■ WHAT TO DO ■
A single figure is the whole answer: the number of lines in the records that contain "street".
################
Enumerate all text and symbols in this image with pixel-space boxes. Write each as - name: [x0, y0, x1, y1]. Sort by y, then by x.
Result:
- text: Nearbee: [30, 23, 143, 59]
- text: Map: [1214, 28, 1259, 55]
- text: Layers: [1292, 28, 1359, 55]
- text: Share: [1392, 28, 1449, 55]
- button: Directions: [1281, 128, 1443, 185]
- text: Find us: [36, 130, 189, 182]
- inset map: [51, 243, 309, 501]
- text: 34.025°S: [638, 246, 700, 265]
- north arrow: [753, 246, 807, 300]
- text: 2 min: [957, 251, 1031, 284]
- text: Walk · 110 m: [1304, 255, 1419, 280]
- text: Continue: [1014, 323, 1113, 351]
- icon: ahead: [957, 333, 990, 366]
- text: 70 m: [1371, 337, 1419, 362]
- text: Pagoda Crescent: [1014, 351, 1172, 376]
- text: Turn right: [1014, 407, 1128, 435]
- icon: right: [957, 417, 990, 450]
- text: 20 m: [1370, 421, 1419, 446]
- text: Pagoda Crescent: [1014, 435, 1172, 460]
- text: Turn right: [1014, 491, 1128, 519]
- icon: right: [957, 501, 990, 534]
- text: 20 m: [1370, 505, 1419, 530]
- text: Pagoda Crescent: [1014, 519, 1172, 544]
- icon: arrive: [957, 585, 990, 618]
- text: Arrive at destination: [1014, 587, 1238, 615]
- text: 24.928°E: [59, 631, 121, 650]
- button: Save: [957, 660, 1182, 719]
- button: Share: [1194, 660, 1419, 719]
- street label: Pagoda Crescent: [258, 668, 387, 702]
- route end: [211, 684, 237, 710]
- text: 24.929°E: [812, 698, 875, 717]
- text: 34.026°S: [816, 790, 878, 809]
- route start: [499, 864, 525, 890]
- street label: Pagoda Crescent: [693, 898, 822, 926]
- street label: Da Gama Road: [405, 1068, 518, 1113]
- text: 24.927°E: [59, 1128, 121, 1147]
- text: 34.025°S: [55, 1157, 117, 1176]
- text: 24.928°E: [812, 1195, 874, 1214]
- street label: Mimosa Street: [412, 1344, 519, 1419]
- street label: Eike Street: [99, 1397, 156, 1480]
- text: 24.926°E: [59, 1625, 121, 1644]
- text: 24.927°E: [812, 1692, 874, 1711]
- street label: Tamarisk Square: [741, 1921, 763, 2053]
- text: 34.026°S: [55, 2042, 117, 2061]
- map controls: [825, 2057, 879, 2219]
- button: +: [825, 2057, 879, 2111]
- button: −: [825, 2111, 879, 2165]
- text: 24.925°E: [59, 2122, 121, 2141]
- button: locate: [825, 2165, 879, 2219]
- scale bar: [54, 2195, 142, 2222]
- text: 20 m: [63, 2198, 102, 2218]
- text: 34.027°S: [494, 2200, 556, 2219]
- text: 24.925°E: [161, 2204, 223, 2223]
################
■ OUTPUT FOR THIS TASK ■
6